Инспектор рассмеялся.

– Мы должны простить вам это «даже», мистер Холмс, – сказал он. – Я давно не запомню так мастерски проведенного дела.

Несколько дней спустя мой друг протянул мне номер еженедельного «Северо-Шеррейского наблюдателя». Среди ряда бросавшихся в глаза заголовков, начиная с «Ужасов Тихой пристани» и кончая «Блестящим полицейским следствием», шел столбец убористой печати, впервые дававшей последовательный отчет дела. Заключительный абзац типичен для всего отчета. Он гласил:

«Замечательная проницательность, с которой инспектор Мак-Киннан заключил, что запах краски может заглушать какой-нибудь другой запах, например газа; смелый вывод, что несгораемая комната может быть и комнатой, в которой умерли люди, и последовавший затем допрос, который привел к находке трупов в заброшенном колодце, должны жить в истории преступлений, как неизменный пример проницательности наших профессиональных сыщиков».

– Что ж, Мак-Киннан хороший парень, – с добродушной улыбкой сказал Холмс. – Вы можете сложить это в наш архив, Ватсон.
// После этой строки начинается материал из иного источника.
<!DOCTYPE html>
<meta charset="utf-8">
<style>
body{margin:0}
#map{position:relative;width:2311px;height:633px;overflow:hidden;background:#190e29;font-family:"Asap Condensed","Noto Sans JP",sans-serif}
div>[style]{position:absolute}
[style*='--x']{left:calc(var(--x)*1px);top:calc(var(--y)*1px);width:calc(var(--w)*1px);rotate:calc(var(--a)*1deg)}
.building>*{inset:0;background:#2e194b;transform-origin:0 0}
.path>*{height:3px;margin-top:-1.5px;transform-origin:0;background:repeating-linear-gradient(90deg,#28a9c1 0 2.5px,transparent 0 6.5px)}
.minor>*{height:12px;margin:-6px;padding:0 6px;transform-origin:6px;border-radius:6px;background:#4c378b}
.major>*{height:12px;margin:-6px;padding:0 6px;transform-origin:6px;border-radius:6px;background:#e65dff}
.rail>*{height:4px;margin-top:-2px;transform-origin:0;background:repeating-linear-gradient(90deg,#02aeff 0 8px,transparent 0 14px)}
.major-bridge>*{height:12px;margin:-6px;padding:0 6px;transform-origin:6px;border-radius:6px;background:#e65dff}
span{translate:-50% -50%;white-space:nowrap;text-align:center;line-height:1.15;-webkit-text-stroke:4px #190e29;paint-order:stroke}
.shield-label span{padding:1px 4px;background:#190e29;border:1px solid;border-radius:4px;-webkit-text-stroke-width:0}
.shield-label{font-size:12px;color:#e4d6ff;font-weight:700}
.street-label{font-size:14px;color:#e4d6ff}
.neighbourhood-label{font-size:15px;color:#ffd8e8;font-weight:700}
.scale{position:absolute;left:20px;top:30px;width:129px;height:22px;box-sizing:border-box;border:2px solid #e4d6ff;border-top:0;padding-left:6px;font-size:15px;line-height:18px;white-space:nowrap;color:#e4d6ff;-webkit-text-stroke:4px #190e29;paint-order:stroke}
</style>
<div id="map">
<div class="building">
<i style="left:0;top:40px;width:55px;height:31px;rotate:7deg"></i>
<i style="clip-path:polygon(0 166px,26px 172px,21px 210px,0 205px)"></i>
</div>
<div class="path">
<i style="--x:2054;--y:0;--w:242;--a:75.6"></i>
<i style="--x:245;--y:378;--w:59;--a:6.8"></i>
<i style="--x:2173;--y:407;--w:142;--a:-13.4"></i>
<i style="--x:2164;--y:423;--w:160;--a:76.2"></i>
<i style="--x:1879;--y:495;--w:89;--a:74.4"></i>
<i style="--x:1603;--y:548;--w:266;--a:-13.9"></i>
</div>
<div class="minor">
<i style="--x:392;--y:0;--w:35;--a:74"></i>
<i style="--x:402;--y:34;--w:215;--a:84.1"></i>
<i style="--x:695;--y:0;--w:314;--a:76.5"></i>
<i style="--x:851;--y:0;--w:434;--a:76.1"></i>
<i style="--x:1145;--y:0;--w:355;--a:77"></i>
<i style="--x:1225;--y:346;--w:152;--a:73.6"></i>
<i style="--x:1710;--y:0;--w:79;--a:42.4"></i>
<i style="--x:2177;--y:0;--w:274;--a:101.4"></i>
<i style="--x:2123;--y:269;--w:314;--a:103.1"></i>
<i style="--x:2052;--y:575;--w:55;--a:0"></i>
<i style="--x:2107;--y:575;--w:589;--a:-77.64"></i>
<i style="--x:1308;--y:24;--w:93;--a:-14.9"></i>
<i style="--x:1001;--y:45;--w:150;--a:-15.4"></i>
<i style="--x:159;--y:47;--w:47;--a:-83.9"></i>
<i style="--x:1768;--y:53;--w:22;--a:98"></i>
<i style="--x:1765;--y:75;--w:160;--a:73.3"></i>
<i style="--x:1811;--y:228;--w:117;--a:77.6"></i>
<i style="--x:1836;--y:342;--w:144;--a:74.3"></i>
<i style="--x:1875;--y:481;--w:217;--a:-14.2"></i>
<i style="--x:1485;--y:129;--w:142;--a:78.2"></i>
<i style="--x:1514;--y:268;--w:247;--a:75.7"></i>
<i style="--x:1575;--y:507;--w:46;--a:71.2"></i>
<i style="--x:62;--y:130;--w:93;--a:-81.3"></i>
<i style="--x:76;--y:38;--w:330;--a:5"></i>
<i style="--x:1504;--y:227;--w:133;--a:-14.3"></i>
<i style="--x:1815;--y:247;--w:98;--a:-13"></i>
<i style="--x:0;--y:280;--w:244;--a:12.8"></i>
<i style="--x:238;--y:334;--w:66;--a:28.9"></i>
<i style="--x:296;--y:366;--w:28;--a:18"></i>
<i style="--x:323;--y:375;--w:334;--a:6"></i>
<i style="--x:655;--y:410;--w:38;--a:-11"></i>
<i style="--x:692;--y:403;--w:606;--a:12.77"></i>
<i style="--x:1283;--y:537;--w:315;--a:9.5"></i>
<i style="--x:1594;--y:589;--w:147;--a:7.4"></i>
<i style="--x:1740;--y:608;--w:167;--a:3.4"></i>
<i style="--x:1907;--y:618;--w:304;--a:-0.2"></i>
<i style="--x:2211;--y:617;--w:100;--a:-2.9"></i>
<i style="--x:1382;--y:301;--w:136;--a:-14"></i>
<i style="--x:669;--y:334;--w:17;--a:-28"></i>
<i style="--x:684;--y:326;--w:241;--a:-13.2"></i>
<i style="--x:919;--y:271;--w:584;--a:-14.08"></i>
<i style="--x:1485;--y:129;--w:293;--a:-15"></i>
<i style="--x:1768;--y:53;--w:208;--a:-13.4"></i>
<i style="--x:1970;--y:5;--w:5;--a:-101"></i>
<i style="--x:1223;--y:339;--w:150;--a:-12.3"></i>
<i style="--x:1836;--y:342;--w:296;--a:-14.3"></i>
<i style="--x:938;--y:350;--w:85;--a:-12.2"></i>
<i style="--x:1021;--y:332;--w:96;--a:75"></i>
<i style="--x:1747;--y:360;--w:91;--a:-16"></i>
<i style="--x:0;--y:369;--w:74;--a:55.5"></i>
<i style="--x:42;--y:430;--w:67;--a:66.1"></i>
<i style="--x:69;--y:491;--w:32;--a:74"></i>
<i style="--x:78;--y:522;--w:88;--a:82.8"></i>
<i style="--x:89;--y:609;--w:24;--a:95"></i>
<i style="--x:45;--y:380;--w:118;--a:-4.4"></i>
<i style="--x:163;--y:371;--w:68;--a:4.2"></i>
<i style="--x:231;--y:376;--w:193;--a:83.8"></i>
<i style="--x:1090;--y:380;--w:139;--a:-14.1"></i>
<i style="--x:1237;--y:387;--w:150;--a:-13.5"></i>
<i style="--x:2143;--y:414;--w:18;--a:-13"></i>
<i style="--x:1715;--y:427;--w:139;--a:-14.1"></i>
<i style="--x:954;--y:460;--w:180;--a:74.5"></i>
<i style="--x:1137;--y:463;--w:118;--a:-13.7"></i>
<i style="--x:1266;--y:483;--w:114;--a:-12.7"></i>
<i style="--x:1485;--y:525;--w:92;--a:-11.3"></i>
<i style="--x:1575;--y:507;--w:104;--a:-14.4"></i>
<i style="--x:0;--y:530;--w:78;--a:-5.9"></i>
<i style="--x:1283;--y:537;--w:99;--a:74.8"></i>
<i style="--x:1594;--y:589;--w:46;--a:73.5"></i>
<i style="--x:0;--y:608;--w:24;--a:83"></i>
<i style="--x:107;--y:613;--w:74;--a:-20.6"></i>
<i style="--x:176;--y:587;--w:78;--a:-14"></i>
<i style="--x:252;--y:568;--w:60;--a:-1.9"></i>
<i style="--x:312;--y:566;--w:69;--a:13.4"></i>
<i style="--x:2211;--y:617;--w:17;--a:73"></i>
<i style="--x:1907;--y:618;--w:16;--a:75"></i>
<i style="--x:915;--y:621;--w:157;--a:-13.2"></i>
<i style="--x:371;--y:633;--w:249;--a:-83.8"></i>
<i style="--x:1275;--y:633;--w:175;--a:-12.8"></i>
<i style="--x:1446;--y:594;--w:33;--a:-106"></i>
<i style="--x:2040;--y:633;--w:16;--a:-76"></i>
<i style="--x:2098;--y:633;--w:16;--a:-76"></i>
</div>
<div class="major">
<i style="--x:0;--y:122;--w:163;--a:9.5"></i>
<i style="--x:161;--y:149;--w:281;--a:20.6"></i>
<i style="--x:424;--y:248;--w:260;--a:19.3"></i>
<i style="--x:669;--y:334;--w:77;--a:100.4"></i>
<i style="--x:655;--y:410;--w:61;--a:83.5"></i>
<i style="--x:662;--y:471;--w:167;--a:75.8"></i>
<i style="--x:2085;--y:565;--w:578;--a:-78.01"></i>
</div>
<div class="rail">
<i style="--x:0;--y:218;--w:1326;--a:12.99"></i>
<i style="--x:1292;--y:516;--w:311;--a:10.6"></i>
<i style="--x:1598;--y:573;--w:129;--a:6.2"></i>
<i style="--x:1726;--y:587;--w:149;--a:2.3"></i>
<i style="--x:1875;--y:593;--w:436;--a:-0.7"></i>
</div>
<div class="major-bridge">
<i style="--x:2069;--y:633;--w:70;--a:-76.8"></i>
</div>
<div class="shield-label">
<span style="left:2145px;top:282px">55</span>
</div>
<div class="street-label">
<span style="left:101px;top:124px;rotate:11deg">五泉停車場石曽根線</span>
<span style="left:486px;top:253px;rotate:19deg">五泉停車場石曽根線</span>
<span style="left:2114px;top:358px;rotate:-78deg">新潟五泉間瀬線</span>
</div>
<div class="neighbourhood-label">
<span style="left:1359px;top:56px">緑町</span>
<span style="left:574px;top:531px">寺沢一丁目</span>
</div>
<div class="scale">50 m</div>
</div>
Может настать день, когда будет рассказана правда об этом деле.

Женщина с закутанным лицом

Если принять во внимание, что мистер Шерлок Холмс деятельно занимался практикой в течение двадцати трех лет, и что семнадцать из них мне было разрешено работать вместе с ним и вести запись его работ, станет ясно, что в моем распоряжении множество материалов. И задачей для меня было всегда не найти, а выбрать эти материалы. На полке – длинный ряд годичных отчетов, ящики – полны документов. Все это ценности для желающего не только изучать преступления, но и общественные скандалы. Что касается этих последних, я могу сказать, что авторы отчаянных писем, умоляющие о том, чтобы не касались чести их семьи или репутации прославленных родственников, могут быть совершенно спокойны. Холмс всегда отличался скромностью и чувством профессиональной чести. И теперь при выборе записок, ничье доверие не будет нарушено. Но я очень сильно порицаю недавно сделанные попытки уничтожить этот архив. Источник этой дерзости известен, и мистер Холмс уполномочил меня, в случае повторения таких попыток, обнародовать всю историю, касающуюся политического деятеля, маяка и дрессированного баклана. Один из читателей, во всяком случае, поймет меня…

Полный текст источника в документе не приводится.